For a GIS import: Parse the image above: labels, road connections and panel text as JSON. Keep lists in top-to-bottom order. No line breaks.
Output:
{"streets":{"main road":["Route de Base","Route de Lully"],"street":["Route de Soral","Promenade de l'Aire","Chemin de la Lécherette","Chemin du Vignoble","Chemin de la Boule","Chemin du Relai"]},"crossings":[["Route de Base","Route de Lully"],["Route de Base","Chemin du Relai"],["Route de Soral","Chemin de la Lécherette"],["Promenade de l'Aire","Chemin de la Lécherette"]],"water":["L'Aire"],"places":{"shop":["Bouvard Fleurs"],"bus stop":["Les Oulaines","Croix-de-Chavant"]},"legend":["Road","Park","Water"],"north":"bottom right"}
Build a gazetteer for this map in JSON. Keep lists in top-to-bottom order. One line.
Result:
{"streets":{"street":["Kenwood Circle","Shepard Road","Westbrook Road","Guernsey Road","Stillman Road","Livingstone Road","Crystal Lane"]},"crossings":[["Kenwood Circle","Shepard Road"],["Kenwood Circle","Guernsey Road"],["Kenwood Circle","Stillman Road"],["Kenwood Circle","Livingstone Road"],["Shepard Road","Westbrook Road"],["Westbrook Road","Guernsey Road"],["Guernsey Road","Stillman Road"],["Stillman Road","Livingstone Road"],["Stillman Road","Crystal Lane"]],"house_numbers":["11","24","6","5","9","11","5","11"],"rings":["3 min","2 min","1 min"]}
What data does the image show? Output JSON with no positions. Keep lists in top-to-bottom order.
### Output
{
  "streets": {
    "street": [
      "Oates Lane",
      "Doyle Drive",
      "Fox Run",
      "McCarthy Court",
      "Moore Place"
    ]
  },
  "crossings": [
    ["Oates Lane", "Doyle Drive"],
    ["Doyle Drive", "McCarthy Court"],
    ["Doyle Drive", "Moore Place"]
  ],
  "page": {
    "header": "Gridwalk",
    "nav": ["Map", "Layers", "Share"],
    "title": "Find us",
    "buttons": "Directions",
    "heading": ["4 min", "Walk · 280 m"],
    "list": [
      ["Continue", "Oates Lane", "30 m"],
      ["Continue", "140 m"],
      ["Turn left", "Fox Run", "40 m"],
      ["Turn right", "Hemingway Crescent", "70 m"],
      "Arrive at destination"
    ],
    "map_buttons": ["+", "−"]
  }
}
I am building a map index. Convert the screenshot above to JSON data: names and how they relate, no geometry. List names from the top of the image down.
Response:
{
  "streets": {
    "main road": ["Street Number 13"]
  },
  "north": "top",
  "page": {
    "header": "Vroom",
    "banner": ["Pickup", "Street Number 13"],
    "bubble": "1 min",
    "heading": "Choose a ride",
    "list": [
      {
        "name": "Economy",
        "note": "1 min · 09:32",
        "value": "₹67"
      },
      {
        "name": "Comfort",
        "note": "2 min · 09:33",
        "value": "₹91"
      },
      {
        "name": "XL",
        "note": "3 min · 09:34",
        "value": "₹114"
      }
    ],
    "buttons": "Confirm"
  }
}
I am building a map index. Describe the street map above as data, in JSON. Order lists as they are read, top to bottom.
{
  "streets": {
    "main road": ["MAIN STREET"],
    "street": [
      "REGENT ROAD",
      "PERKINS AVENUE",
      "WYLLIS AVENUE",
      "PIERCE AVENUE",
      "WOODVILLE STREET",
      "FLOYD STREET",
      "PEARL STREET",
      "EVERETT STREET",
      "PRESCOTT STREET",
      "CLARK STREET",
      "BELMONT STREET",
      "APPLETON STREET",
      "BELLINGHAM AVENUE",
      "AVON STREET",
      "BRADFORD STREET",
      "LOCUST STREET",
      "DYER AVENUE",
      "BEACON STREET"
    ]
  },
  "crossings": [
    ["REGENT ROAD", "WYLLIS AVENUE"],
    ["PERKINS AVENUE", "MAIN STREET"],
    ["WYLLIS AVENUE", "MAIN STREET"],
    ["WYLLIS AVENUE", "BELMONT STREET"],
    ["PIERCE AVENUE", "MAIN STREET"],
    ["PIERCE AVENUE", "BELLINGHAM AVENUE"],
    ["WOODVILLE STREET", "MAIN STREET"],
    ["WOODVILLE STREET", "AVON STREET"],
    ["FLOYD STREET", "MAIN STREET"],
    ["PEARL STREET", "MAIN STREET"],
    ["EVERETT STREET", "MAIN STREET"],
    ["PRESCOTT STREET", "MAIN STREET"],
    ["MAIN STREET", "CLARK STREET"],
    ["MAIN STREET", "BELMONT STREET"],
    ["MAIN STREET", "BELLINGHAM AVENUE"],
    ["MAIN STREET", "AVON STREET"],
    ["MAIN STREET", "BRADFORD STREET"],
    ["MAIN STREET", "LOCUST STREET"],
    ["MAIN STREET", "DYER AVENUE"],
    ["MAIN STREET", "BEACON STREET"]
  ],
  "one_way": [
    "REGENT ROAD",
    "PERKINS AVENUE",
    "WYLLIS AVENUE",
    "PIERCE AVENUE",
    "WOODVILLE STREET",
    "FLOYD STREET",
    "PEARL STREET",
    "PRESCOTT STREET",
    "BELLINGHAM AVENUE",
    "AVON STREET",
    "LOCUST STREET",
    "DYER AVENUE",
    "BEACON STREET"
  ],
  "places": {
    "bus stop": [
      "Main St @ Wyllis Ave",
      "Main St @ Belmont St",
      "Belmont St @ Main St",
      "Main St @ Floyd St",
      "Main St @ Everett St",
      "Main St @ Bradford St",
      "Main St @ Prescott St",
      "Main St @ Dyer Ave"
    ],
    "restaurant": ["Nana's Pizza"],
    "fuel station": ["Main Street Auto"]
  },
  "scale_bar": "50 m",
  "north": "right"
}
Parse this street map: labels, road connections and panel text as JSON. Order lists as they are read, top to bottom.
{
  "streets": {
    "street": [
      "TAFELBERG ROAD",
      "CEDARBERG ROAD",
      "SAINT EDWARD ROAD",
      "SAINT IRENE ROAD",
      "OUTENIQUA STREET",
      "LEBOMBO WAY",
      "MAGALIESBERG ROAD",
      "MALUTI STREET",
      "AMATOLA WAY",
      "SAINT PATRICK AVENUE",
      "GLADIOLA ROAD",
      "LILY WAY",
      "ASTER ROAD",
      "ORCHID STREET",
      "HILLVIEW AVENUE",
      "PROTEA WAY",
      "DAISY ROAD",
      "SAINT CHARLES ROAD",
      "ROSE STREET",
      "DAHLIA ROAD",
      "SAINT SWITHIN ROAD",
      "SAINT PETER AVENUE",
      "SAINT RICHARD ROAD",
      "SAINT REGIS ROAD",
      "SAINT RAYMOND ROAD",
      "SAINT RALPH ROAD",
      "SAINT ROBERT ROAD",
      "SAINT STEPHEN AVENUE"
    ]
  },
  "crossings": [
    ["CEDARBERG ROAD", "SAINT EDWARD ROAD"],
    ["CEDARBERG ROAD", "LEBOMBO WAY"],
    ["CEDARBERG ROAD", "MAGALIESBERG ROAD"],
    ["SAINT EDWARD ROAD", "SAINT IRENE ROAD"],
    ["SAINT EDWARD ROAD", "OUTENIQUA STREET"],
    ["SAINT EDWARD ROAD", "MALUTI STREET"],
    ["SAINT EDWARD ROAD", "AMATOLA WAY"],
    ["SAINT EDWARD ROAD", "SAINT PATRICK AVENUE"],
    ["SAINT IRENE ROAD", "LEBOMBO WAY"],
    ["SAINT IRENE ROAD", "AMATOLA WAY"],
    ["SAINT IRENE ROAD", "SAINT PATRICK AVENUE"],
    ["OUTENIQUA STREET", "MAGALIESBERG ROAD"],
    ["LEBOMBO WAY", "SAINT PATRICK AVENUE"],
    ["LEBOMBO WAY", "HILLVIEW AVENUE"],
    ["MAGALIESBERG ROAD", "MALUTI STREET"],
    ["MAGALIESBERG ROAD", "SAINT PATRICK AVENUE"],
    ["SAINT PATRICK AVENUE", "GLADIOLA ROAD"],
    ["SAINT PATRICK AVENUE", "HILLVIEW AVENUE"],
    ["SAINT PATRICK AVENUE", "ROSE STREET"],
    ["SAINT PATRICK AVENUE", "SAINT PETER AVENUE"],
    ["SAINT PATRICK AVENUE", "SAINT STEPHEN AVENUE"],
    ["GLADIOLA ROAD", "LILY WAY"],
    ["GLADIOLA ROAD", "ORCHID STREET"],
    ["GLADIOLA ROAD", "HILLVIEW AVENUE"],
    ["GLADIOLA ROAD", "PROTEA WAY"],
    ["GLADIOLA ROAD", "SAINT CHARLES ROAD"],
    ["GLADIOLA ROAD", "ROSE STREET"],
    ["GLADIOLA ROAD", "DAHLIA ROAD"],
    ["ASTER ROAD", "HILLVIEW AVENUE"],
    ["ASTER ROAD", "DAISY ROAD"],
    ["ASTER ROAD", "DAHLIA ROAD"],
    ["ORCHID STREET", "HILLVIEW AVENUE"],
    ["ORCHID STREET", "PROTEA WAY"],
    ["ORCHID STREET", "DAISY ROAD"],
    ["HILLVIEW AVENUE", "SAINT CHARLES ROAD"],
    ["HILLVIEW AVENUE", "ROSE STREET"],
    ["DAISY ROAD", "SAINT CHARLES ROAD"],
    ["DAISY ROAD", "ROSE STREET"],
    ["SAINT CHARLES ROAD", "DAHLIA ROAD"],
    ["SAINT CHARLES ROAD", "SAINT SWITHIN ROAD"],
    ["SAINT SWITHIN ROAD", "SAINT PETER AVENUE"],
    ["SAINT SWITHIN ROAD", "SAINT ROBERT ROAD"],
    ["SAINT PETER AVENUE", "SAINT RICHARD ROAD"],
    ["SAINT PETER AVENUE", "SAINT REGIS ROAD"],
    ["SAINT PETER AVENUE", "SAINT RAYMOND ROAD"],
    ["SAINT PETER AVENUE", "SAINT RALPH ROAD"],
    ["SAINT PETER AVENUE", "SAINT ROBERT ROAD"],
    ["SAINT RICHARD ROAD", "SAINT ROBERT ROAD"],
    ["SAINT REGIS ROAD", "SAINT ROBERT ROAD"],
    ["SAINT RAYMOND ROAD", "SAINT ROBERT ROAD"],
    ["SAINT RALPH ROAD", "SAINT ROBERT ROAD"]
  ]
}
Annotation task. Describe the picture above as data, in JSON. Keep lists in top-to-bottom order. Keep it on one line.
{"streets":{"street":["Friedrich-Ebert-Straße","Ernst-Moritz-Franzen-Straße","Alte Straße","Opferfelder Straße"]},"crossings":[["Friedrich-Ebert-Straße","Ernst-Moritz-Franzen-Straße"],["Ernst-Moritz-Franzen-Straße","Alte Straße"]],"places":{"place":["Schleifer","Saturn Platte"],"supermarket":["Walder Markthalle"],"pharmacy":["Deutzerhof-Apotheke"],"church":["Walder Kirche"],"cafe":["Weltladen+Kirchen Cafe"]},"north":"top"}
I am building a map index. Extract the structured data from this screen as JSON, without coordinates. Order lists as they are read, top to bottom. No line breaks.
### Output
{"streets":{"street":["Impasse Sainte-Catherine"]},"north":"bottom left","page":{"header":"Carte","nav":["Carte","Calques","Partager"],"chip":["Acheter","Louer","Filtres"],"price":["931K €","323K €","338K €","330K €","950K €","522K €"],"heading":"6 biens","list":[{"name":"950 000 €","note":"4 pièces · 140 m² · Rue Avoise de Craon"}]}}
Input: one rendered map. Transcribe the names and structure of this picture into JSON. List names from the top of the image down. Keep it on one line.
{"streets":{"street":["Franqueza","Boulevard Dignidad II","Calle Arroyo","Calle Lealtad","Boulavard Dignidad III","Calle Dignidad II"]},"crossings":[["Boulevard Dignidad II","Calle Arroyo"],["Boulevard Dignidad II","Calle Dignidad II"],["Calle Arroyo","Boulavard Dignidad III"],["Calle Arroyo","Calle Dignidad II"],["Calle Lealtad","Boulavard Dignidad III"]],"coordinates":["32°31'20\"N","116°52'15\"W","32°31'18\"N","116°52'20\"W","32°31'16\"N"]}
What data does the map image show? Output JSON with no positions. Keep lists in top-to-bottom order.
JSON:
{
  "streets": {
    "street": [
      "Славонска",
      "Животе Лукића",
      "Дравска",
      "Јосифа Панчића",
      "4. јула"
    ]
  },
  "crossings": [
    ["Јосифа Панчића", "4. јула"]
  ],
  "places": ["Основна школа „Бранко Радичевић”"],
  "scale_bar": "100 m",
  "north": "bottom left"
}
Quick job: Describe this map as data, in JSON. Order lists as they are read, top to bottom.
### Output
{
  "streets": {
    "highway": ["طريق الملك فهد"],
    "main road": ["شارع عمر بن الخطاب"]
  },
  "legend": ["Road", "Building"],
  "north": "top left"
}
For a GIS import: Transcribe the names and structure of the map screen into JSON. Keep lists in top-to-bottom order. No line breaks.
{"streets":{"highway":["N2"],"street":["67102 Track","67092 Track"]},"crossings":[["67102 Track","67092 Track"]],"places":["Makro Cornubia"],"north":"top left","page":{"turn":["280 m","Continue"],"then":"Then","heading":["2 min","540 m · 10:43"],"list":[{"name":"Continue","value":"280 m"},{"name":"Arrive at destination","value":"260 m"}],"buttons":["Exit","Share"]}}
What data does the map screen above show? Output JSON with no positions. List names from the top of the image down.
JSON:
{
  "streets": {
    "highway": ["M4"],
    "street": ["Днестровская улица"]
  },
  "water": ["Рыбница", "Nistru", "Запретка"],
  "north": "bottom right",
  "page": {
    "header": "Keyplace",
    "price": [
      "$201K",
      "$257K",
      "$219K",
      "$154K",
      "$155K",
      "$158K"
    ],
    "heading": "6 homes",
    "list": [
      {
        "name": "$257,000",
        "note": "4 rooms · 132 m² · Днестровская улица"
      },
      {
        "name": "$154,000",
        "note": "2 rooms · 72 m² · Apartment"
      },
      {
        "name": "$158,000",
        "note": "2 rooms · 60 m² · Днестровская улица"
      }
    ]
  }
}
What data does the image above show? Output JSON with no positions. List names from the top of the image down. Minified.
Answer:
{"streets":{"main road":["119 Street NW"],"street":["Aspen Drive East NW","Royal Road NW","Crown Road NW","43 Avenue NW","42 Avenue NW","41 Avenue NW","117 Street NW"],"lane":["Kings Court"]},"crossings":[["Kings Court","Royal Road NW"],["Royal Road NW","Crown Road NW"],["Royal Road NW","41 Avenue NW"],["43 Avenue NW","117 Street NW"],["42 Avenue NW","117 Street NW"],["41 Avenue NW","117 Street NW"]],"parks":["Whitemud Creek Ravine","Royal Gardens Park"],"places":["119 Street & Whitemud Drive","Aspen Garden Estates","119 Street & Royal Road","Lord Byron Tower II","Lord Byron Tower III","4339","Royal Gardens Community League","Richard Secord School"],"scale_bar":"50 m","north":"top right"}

_DIRECTIONS FOR THIS TASK_. Type out again, exactly as written, the lines from the beginning of the material through the one containing "What data does the image show?".

_SOLUTION_.
For a GIS import: Parse the image above: labels, road connections and panel text as JSON. Keep lists in top-to-bottom order. No line breaks.
Output:
{"streets":{"main road":["Route de Base","Route de Lully"],"street":["Route de Soral","Promenade de l'Aire","Chemin de la Lécherette","Chemin du Vignoble","Chemin de la Boule","Chemin du Relai"]},"crossings":[["Route de Base","Route de Lully"],["Route de Base","Chemin du Relai"],["Route de Soral","Chemin de la Lécherette"],["Promenade de l'Aire","Chemin de la Lécherette"]],"water":["L'Aire"],"places":{"shop":["Bouvard Fleurs"],"bus stop":["Les Oulaines","Croix-de-Chavant"]},"legend":["Road","Park","Water"],"north":"bottom right"}
Build a gazetteer for this map in JSON. Keep lists in top-to-bottom order. One line.
Result:
{"streets":{"street":["Kenwood Circle","Shepard Road","Westbrook Road","Guernsey Road","Stillman Road","Livingstone Road","Crystal Lane"]},"crossings":[["Kenwood Circle","Shepard Road"],["Kenwood Circle","Guernsey Road"],["Kenwood Circle","Stillman Road"],["Kenwood Circle","Livingstone Road"],["Shepard Road","Westbrook Road"],["Westbrook Road","Guernsey Road"],["Guernsey Road","Stillman Road"],["Stillman Road","Livingstone Road"],["Stillman Road","Crystal Lane"]],"house_numbers":["11","24","6","5","9","11","5","11"],"rings":["3 min","2 min","1 min"]}
What data does the image show? Output JSON with no positions. Keep lists in top-to-bottom order.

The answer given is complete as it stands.